Data extract.
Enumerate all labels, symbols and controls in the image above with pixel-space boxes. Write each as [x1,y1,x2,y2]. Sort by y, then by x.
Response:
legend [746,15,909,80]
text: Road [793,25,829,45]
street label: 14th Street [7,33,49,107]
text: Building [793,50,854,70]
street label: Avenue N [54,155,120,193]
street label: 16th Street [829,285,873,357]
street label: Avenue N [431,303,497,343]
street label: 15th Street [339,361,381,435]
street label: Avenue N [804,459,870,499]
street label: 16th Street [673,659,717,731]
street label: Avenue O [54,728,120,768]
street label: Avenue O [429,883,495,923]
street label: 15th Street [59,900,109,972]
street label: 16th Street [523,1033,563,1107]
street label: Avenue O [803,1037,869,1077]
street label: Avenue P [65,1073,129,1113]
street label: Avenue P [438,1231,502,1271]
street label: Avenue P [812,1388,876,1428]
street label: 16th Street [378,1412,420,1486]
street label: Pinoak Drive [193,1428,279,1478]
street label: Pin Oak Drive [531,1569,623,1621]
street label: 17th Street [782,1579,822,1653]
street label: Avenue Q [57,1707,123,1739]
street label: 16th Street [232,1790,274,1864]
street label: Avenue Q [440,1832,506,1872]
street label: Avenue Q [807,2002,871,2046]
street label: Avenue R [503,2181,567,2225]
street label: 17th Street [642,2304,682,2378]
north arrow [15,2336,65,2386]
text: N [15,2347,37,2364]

Work required. In your answer, print every entry exactly as it appears.

Final answer.
Enumerate all labels, symbols and controls in the image above with pixel-space boxes. Write each as [x1,y1,x2,y2]. Sort by y, then by x.
Response:
legend [746,15,909,80]
text: Road [793,25,829,45]
street label: 14th Street [7,33,49,107]
text: Building [793,50,854,70]
street label: Avenue N [54,155,120,193]
street label: 16th Street [829,285,873,357]
street label: Avenue N [431,303,497,343]
street label: 15th Street [339,361,381,435]
street label: Avenue N [804,459,870,499]
street label: 16th Street [673,659,717,731]
street label: Avenue O [54,728,120,768]
street label: Avenue O [429,883,495,923]
street label: 15th Street [59,900,109,972]
street label: 16th Street [523,1033,563,1107]
street label: Avenue O [803,1037,869,1077]
street label: Avenue P [65,1073,129,1113]
street label: Avenue P [438,1231,502,1271]
street label: Avenue P [812,1388,876,1428]
street label: 16th Street [378,1412,420,1486]
street label: Pinoak Drive [193,1428,279,1478]
street label: Pin Oak Drive [531,1569,623,1621]
street label: 17th Street [782,1579,822,1653]
street label: Avenue Q [57,1707,123,1739]
street label: 16th Street [232,1790,274,1864]
street label: Avenue Q [440,1832,506,1872]
street label: Avenue Q [807,2002,871,2046]
street label: Avenue R [503,2181,567,2225]
street label: 17th Street [642,2304,682,2378]
north arrow [15,2336,65,2386]
text: N [15,2347,37,2364]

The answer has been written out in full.